***** Records for processing *****

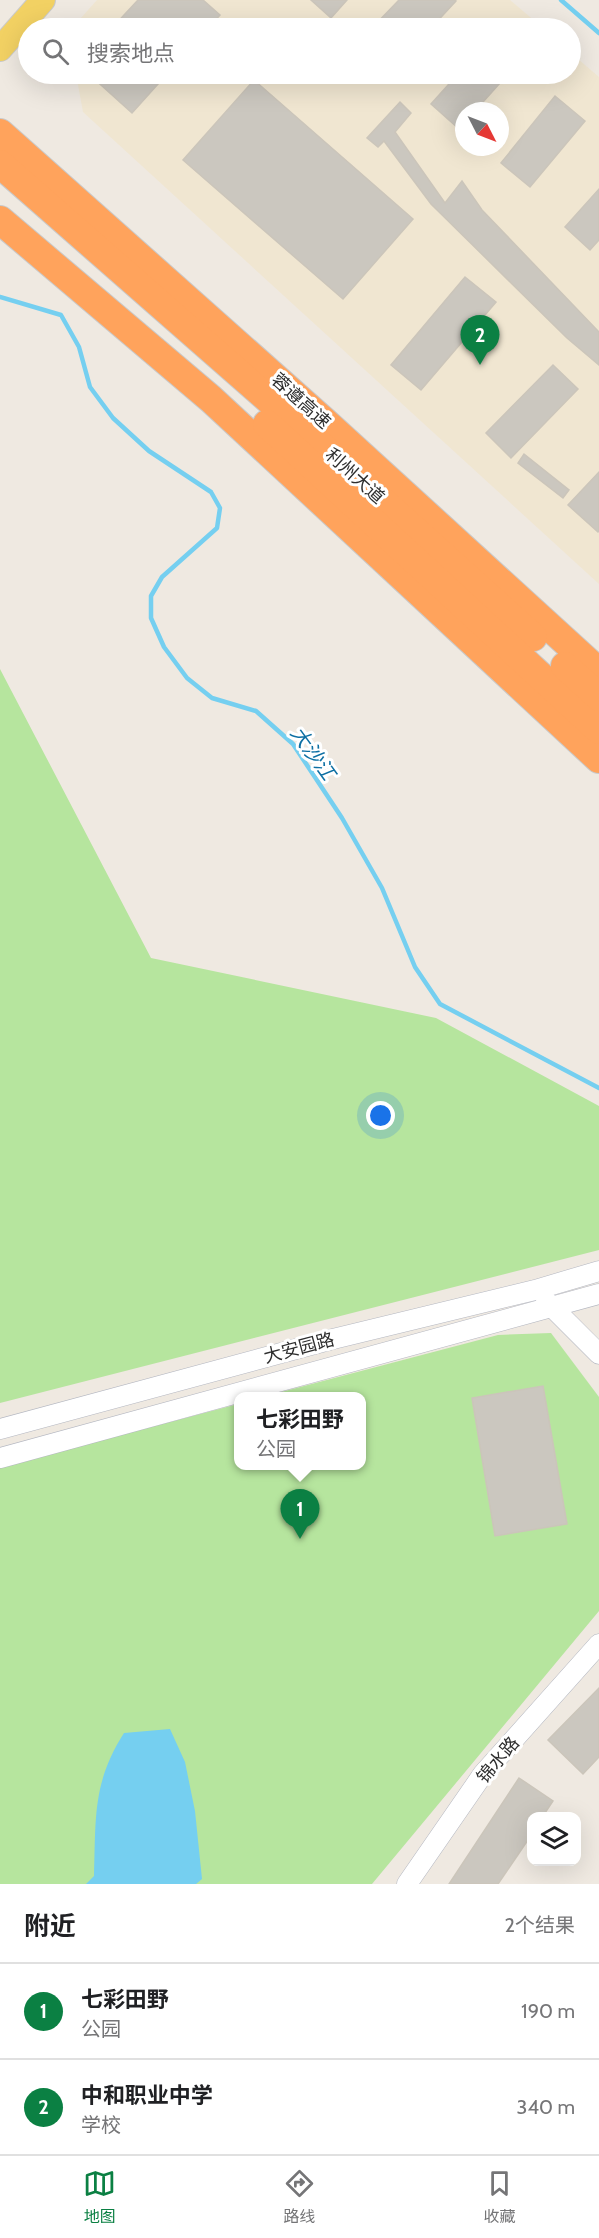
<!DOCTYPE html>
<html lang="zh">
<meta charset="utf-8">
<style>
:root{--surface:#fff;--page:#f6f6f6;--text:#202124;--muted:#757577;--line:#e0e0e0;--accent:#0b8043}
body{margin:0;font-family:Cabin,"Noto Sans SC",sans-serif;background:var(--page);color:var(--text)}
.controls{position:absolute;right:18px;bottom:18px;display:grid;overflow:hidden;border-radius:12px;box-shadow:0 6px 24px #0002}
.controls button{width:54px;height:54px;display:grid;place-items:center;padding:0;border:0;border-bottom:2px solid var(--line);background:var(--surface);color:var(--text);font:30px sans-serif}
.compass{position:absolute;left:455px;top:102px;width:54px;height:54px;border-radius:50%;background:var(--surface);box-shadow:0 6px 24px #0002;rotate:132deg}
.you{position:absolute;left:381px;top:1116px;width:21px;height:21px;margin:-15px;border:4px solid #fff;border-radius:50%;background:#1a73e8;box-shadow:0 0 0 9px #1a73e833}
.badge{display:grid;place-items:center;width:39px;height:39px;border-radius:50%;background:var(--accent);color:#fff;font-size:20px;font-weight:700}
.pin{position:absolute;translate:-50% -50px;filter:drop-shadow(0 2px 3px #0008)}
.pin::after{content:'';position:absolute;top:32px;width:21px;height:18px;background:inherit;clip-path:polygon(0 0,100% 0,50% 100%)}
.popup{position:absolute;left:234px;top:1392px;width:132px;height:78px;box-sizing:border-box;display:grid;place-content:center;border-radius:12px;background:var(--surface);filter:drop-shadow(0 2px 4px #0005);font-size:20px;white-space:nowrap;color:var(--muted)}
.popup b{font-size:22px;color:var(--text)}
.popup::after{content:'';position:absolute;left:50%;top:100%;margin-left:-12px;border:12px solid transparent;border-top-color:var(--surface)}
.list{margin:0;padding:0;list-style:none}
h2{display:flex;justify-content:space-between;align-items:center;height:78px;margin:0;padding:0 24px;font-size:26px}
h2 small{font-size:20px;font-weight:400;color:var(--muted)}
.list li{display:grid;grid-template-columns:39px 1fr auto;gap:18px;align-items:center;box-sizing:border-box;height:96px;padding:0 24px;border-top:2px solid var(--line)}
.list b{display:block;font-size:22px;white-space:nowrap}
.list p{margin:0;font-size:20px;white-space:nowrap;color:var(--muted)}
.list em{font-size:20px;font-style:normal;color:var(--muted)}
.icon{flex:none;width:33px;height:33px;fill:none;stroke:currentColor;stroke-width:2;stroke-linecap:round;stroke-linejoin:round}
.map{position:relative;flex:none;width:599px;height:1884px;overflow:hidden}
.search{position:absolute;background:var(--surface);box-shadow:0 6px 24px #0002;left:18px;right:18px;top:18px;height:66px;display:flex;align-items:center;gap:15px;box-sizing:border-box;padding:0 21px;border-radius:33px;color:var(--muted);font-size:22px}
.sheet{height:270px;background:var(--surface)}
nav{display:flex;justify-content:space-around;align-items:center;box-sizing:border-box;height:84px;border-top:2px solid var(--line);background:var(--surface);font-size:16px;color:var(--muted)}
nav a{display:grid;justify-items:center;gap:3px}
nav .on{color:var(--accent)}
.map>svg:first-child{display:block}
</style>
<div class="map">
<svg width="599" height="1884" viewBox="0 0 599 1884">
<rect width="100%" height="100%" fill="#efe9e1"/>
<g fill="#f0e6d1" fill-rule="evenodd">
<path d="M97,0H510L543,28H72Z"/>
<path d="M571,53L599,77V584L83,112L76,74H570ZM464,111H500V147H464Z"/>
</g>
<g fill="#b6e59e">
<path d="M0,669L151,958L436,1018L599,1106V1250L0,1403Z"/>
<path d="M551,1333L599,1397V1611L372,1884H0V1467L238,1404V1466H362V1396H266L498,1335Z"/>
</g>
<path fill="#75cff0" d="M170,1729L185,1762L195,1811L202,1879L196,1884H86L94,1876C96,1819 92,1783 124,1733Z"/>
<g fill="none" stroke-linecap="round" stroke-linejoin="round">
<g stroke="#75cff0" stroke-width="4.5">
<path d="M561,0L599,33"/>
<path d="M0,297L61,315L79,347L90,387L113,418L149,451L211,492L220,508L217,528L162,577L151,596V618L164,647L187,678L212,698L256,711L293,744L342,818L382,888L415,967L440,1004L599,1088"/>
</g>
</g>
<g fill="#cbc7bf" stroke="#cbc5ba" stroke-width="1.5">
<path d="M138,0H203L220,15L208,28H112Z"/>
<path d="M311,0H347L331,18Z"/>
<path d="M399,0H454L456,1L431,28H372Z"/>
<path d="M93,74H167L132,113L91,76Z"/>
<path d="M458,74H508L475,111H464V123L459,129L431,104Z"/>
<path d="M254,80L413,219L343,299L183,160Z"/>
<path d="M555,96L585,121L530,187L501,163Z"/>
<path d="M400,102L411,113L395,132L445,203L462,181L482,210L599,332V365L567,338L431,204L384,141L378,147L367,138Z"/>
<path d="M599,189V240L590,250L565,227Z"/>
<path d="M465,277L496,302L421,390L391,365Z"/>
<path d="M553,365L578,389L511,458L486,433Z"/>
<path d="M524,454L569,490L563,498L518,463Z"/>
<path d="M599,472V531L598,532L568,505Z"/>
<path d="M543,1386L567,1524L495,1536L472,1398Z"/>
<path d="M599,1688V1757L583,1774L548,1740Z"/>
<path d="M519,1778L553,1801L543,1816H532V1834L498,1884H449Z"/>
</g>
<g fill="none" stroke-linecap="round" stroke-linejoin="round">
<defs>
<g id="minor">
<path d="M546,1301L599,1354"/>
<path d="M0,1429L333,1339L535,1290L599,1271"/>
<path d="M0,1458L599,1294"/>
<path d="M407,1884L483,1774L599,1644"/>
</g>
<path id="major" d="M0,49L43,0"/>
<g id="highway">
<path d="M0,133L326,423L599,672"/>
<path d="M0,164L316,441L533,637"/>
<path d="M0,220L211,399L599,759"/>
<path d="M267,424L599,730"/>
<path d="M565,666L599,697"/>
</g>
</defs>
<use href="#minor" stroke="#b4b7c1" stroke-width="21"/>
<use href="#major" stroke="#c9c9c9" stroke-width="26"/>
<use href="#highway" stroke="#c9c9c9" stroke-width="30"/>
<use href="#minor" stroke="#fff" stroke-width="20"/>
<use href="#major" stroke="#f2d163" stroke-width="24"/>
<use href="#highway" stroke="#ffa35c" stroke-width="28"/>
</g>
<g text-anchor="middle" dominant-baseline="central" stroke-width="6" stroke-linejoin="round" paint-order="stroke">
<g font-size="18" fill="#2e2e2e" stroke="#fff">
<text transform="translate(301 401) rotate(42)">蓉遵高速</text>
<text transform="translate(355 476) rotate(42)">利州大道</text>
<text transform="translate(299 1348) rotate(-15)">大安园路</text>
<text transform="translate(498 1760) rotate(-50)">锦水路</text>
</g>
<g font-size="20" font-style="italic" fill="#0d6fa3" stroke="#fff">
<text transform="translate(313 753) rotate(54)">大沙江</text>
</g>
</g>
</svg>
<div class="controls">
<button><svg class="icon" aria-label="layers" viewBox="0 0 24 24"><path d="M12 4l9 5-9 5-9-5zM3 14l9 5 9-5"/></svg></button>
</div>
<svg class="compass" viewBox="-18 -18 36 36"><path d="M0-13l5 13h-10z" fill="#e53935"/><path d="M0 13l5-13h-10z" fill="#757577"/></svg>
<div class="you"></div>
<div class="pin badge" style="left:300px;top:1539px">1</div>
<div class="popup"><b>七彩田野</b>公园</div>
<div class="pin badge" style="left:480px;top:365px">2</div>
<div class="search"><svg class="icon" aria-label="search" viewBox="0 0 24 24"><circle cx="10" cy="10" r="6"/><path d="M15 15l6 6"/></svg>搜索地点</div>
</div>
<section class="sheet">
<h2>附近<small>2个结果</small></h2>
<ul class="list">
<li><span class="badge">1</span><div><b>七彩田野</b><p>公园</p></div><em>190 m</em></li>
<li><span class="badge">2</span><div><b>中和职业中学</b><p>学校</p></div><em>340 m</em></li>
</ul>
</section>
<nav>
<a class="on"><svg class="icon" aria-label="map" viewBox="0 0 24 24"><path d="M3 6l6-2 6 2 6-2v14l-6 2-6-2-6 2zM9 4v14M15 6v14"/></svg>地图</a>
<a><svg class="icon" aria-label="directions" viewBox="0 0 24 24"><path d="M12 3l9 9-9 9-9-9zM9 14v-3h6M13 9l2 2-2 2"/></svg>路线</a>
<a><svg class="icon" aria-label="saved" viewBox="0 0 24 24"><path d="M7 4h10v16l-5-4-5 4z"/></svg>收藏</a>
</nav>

*****

Assignment
Check every line of the entries above, and copy those that carry the string "bottom".

Written response
.controls{position:absolute;right:18px;bottom:18px;display:grid;overflow:hidden;border-radius:12px;box-shadow:0 6px 24px #0002}
.controls button{width:54px;height:54px;display:grid;place-items:center;padding:0;border:0;border-bottom:2px solid var(--line);background:var(--surface);color:var(--text);font:30px sans-serif}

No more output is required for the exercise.